Becoming Poet: Victoria Chang

By

We’re honored to have had the chance to chat with the amazing Victoria Chang, author of four books of poetry and recipient of the Guggenheim Fellowship—here’s what she has to say about the journey of becoming poet.


What’s your relationship to rejection?

Victoria Chang: It used to crush me. Literally. But after a while, I started separating the rejections from my personhood. Now I get them and I feel nothing. Literally. I’ve received two good ones lately, both from prominent journals. The first told me that I didn’t win the poetry contest I had entered (I hadn’t) and the second said they liked my “pitch” for prose which was the wrong genre. I’ve never had the horror stories of some of my friends who have had some mean comments from editors.

 

When did you start calling yourself a poet and why?

VC: I remember being at Warren Wilson’s MFA program and feeling uncomfortable calling myself a poet.

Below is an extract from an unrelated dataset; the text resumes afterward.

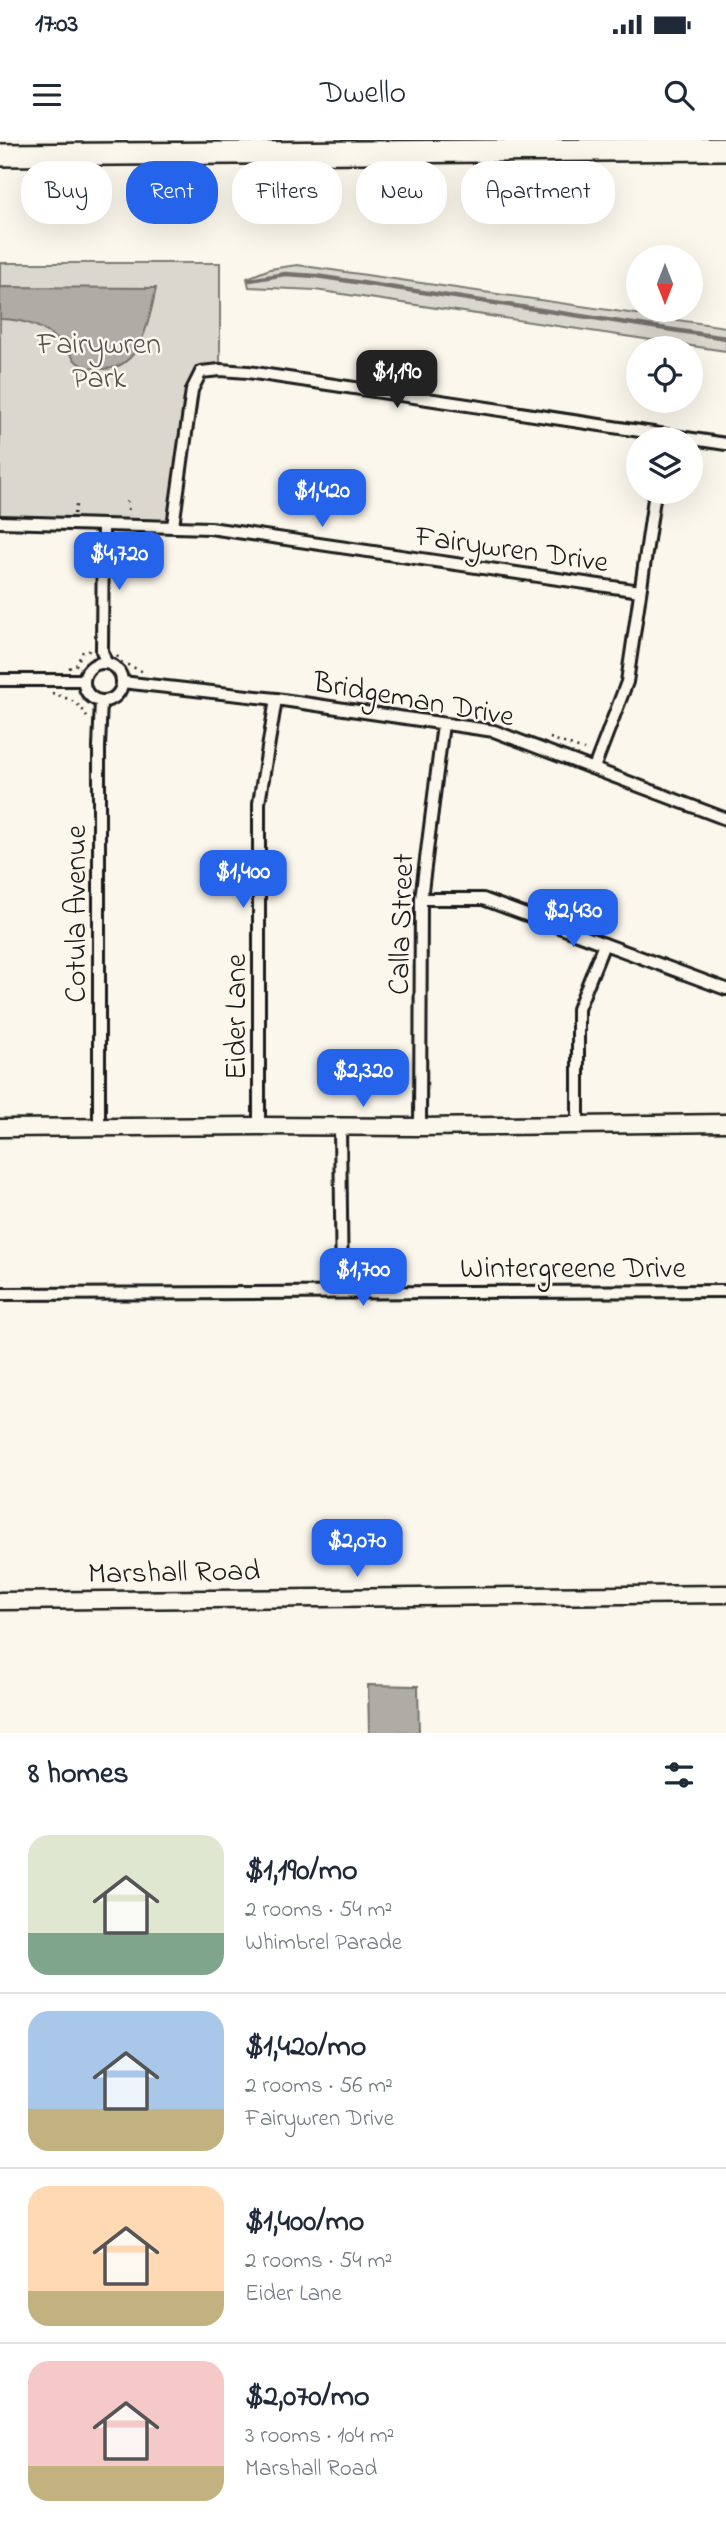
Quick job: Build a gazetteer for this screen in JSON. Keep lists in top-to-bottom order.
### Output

Maybe after I got my MFA or after the first book was published? The word “poet” feels restrictive to me even now because I write, I read, I think, I teach, I jury, I do so many other things and to me, that’s all poetry.

 

What was the journey of getting your first book, Circle, published?

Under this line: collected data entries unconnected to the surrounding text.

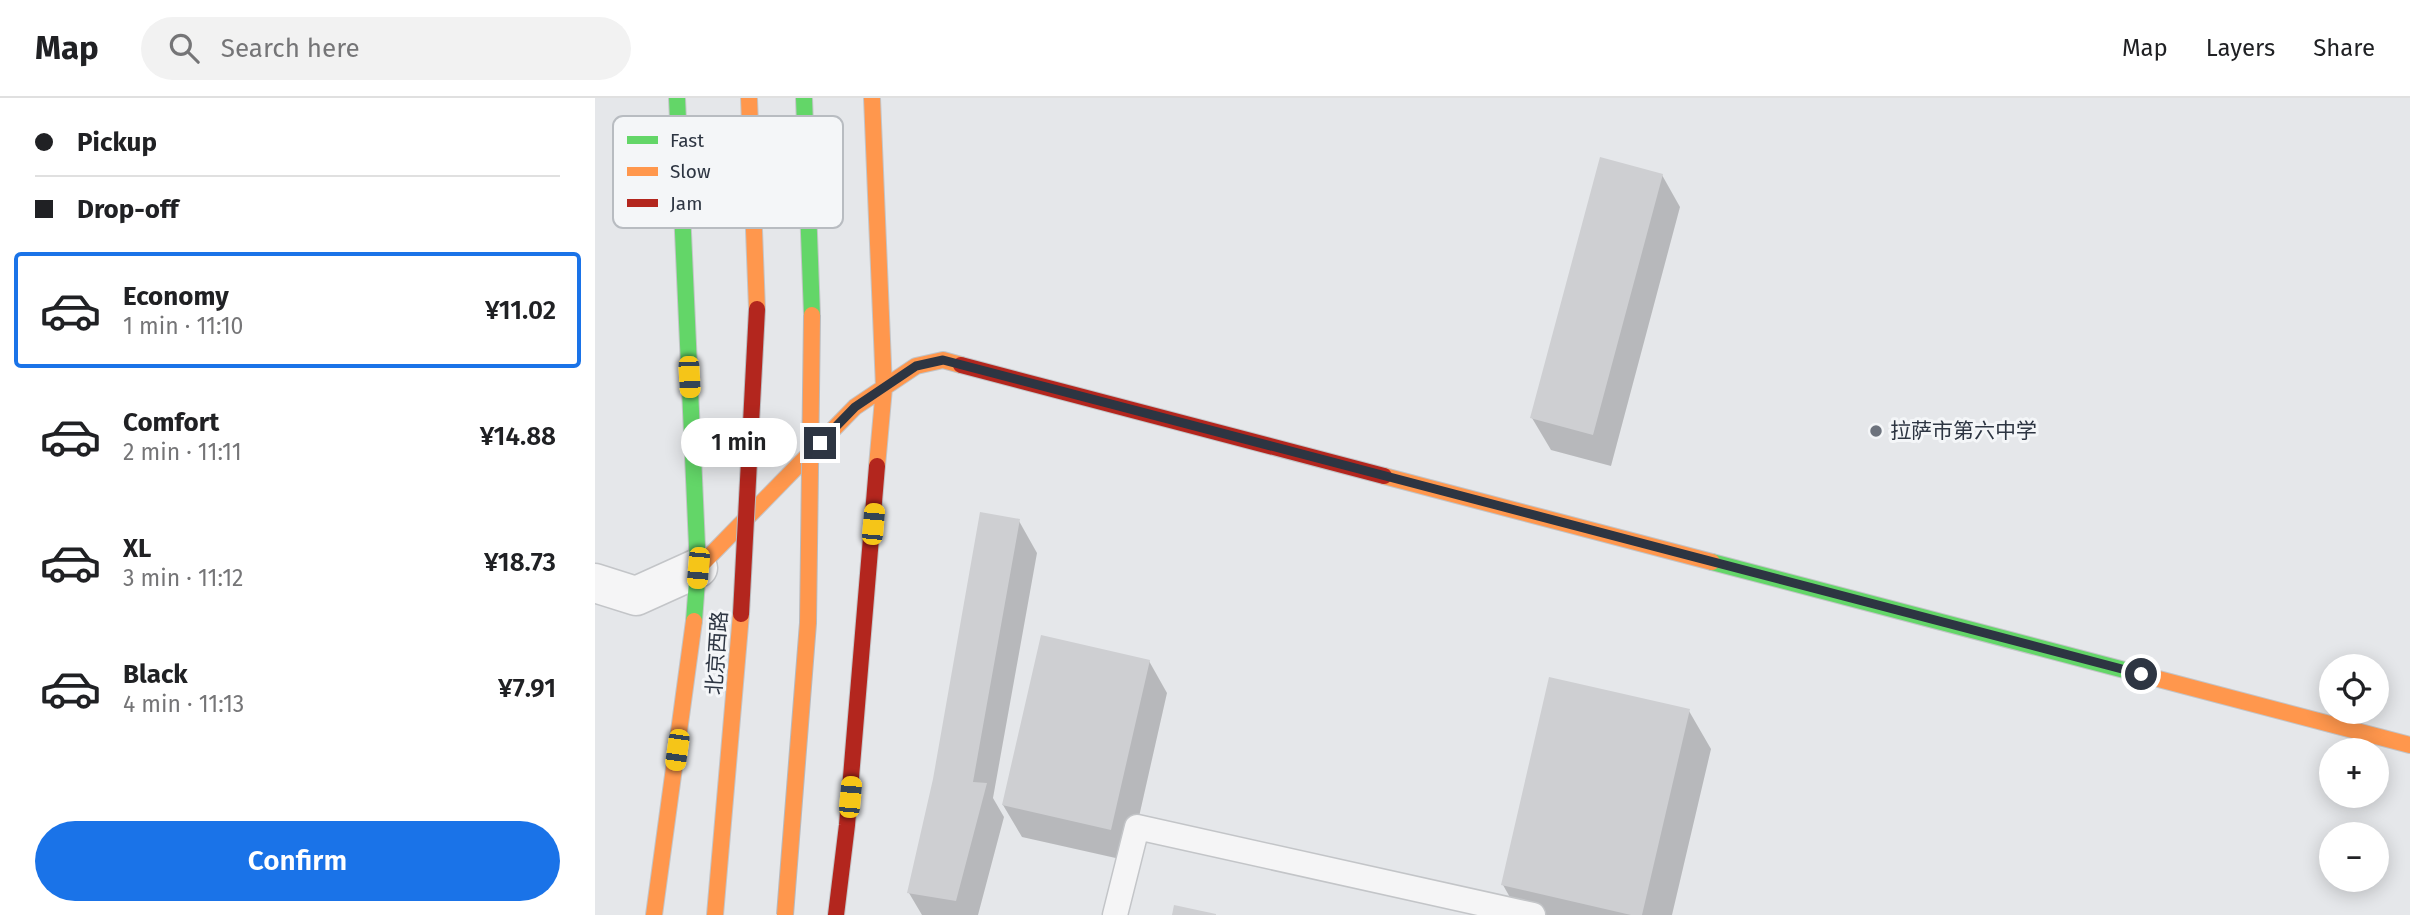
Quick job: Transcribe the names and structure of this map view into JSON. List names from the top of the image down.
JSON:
{
  "streets": {
    "main road": ["北京西路"]
  },
  "places": ["拉萨市第六中学"],
  "legend": ["Fast", "Slow", "Jam"],
  "page": {
    "header": "Map",
    "search": "Search here",
    "nav": ["Map", "Layers", "Share"],
    "banner": ["Pickup", "Drop-off"],
    "list": [
      {
        "name": "Economy",
        "note": "1 min · 11:10",
        "value": "¥11.02"
      },
      {
        "name": "Comfort",
        "note": "2 min · 11:11",
        "value": "¥14.88"
      },
      {
        "name": "XL",
        "note": "3 min · 11:12",
        "value": "¥18.73"
      },
      {
        "name": "Black",
        "note": "4 min · 11:13",
        "value": "¥7.91"
      }
    ],
    "bubble": "1 min",
    "map_buttons": ["+", "−"],
    "buttons": "Confirm"
  }
}
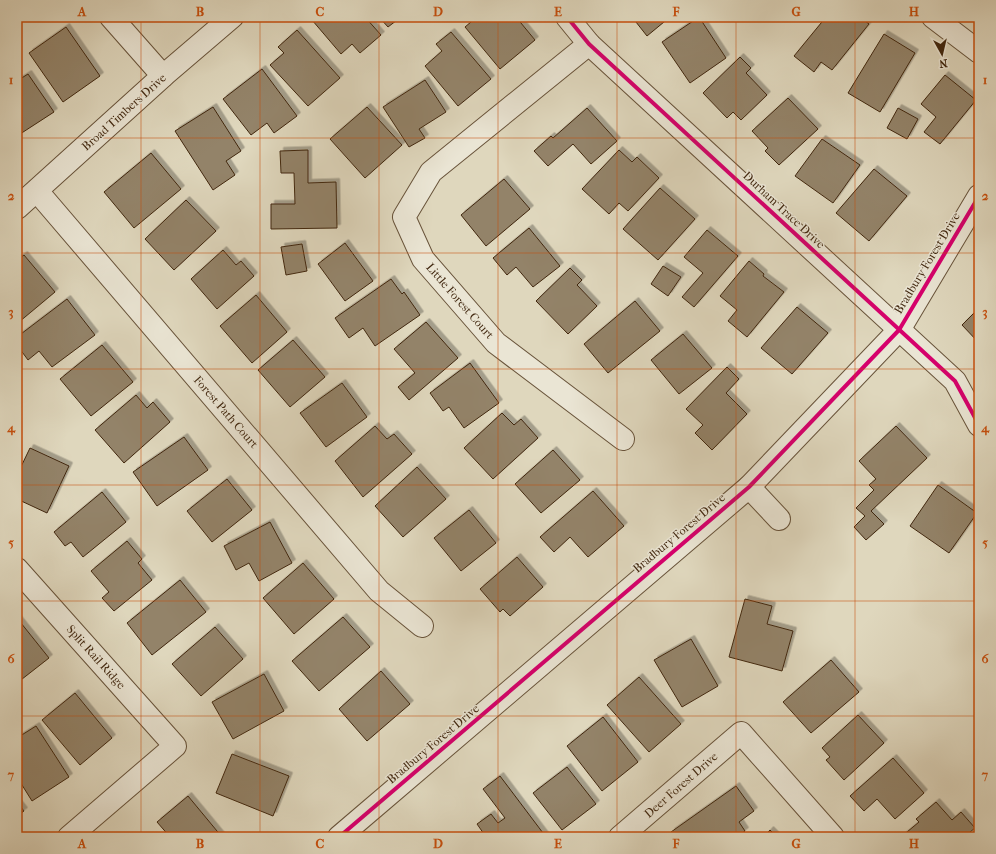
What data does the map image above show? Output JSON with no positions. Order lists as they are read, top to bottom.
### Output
{
  "streets": {
    "street": [
      "Broad Timbers Drive",
      "Durham Trace Drive",
      "Bradbury Forest Drive",
      "Little Forest Court",
      "Forest Path Court",
      "Split Rail Ridge",
      "Deer Forest Drive"
    ]
  },
  "crossings": [
    ["Broad Timbers Drive", "Forest Path Court"],
    ["Durham Trace Drive", "Bradbury Forest Drive"],
    ["Durham Trace Drive", "Little Forest Court"]
  ],
  "north": "bottom",
  "grid": {
    "columns": [
      "A",
      "B",
      "C",
      "D",
      "E",
      "F",
      "G",
      "H"
    ],
    "rows": [
      "1",
      "2",
      "3",
      "4",
      "5",
      "6",
      "7"
    ]
  }
}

VC: I had begun sending out my first manuscript early before I had an MFA. My teacher at the time (through Stanford Continuing Studies) was Rick Barot and he helped me by giving me some thoughts on it. I entered the Crab Orchard Review first book contest a few times because they seemed to be one of the few presses and journals that were publishing people of color at time and I was a semifinalist, then a finalist, and then a final judge selected my manuscript to win the prize. I love Jon Tribble and Alison Joseph–they really are and always will be my heroes.

 

How do you climb out of a dry spell of writing?

VC: I don’t worry about climbing out of dry spells because I do think that living is writing. Thinking is writing. Reading is writing. All those non-writing activities are writing. I get the nagging itch to write at some point. I’ve always had that come (whether I want it to come or not). That itch has made me realize writing is just something that I have to do that maybe non-writers don’t feel. That’s made me feel that this is what I want to be doing with my life.

 

What’s part of your job as a poet that would surprise most people?

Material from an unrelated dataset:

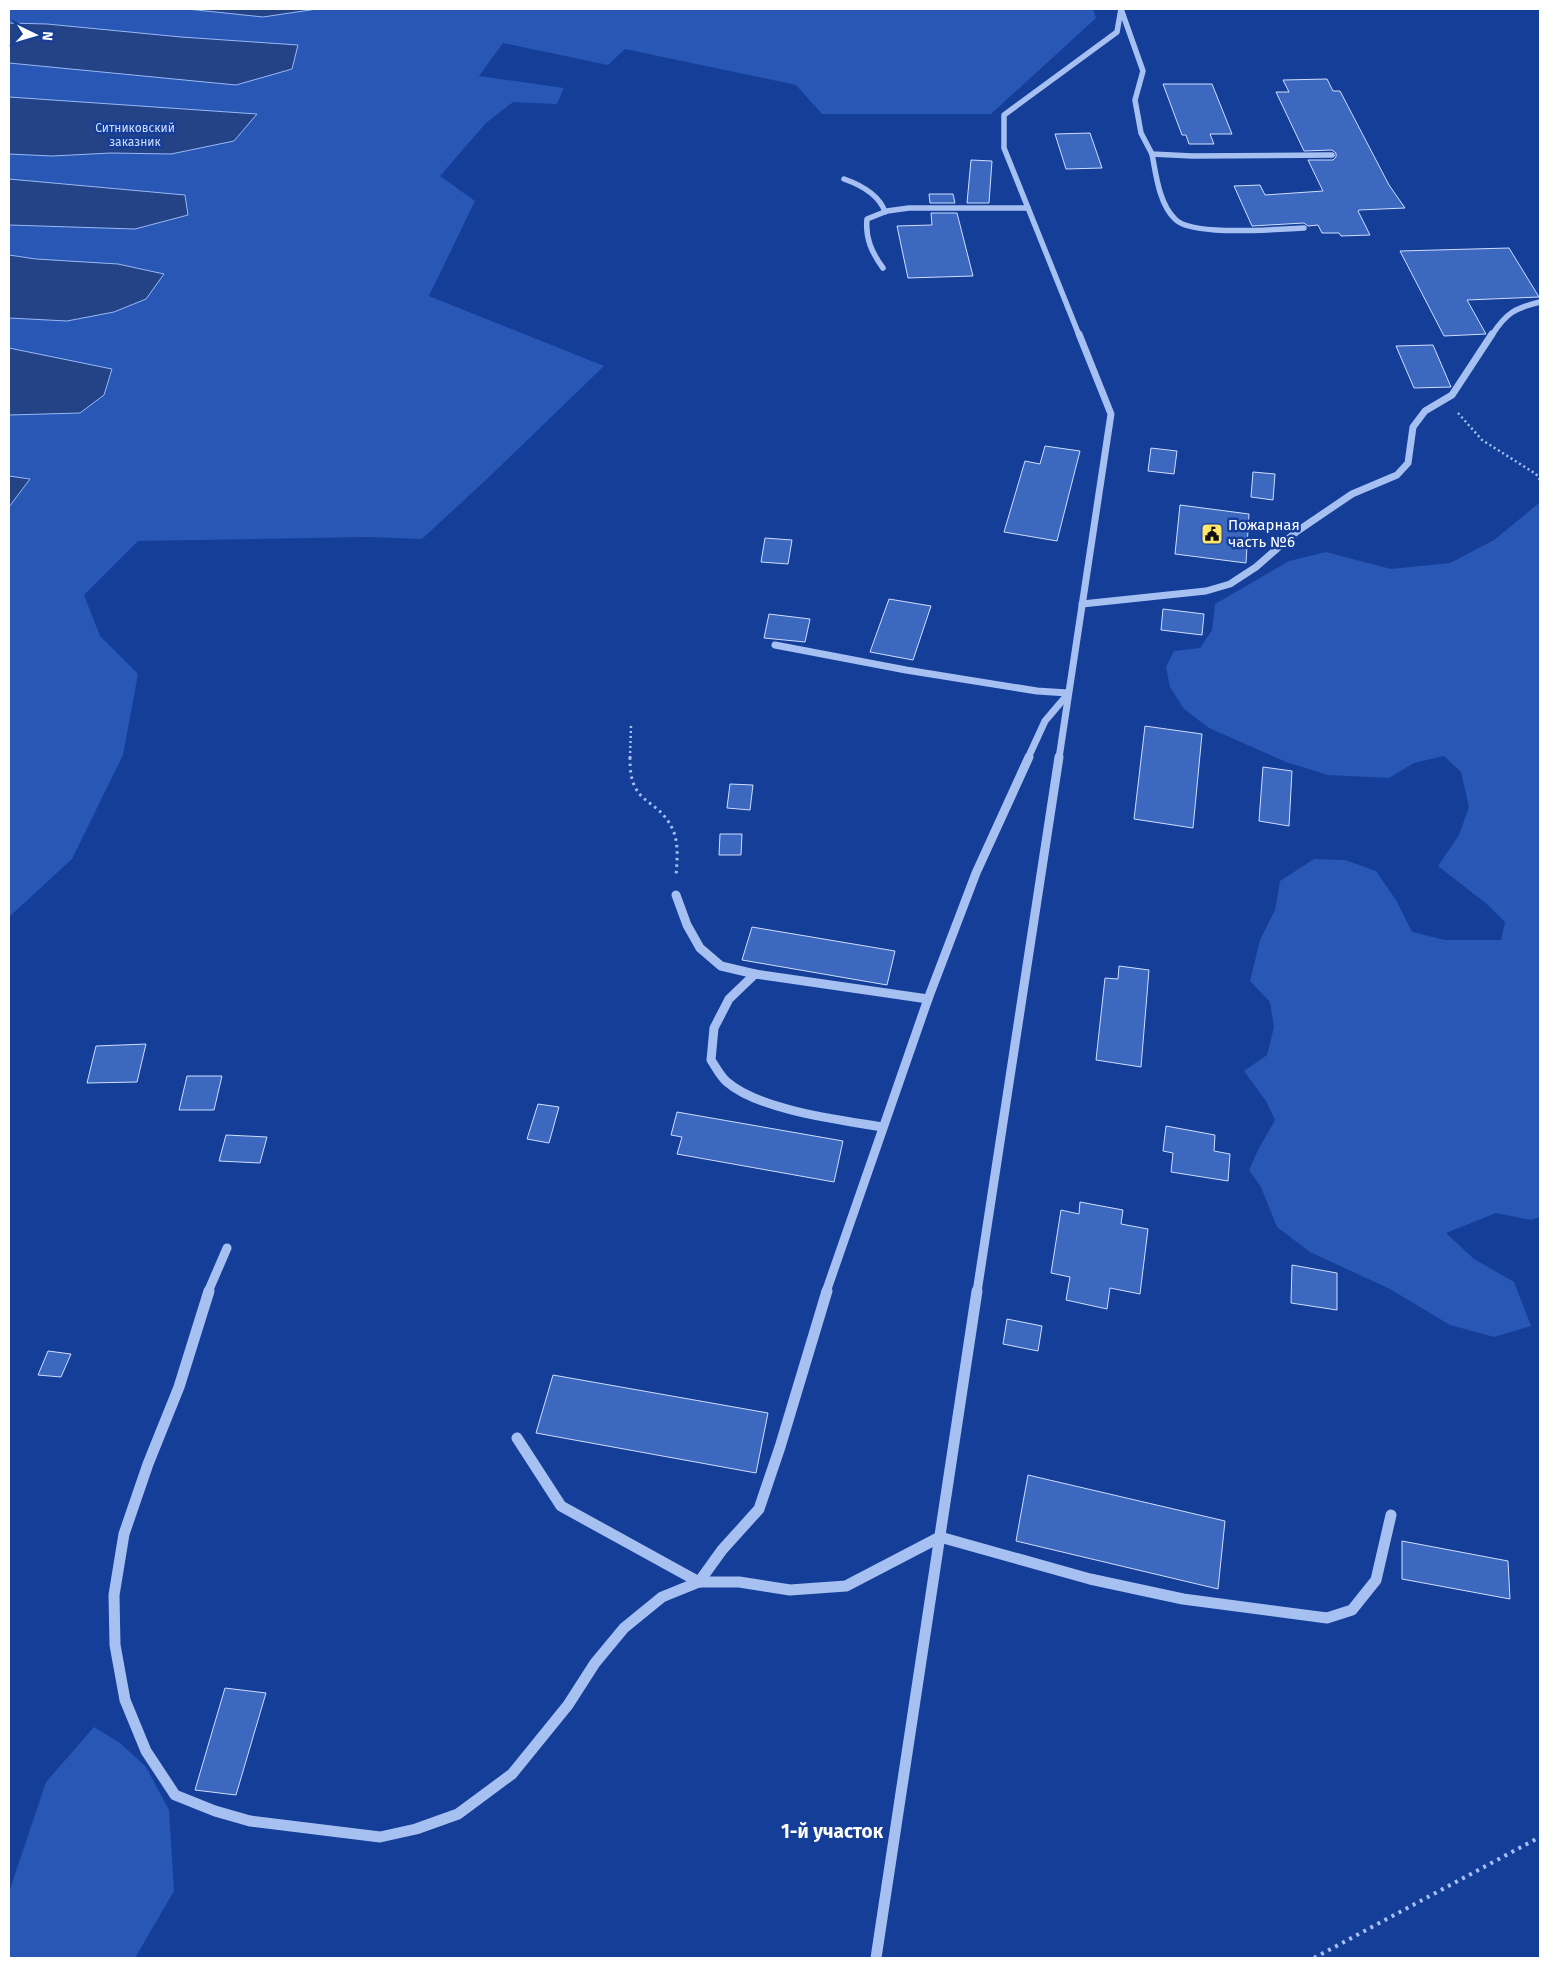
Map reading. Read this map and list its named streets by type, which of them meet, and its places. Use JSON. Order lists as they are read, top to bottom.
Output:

VC: Hmmm. I would say that it might surprise people how many emails I field a day related to people asking me for things. Blurbs, recommendations, help, reading poems, reading manuscripts, jurying prizes, contests, interviews ;-), readings. It feels like good fortune, of course, because when I was first starting out, and for years and years, no one ever asked me to do anything. So I’m not complaining, just answering your question.

 

How do you keep your chin up amongst all the rejection?

VC: When I first started out, I never ever ever (to infinity) thought I would ever publish a book, let alone 4 books. I never thought I would win a Guggneheim in my wildest dreams. So there’s a lot of unknown along the way, but the thing to always remember is that I never stopped doing something that I liked to do and that’s been the great joy of it. If none of those things happened, I would probably still be writing. That’s why we do it in the end.

 

 


Victoria Chang’s fourth book of poems, Barbie Chang was published by Copper Canyon Press in 2017. The Boss (McSweeney’s) won a PEN Center USA Literary Award and a California Book Award. Her other books are Salvinia Molesta and Circle.  She also edited an anthology, Asian American Poetry: The Next Generation. Her poems have appeared in the Kenyon Review, American Poetry Review, POETRY, Believer, New England Review, VQR, The Nation, New Republic, TinhouseBest American Poetry, and elsewhere.  She received a Guggenheim Fellowship and a Sustainable Arts Foundation Fellowship in 2017, along with a Poetry Society of America Alice Fay di Castagnola Award in 2018 for her manuscript-in-progress, OBIT.  She is a contributing editor of the literary journal, Copper Nickel and a poetry editor at Tupelo Quarterly.

Her children’s picture book Is Mommy? (Simon & Schuster), was illustrated by Caldecott winner, Marla Frazee and was named a NYTNotable Book. She lives in Los Angeles with her family and her weiner dogs, Mustard and Ketchup and teaches within Antioch University’s MFA Program.  She also serves on the National Book Critics Circle Board.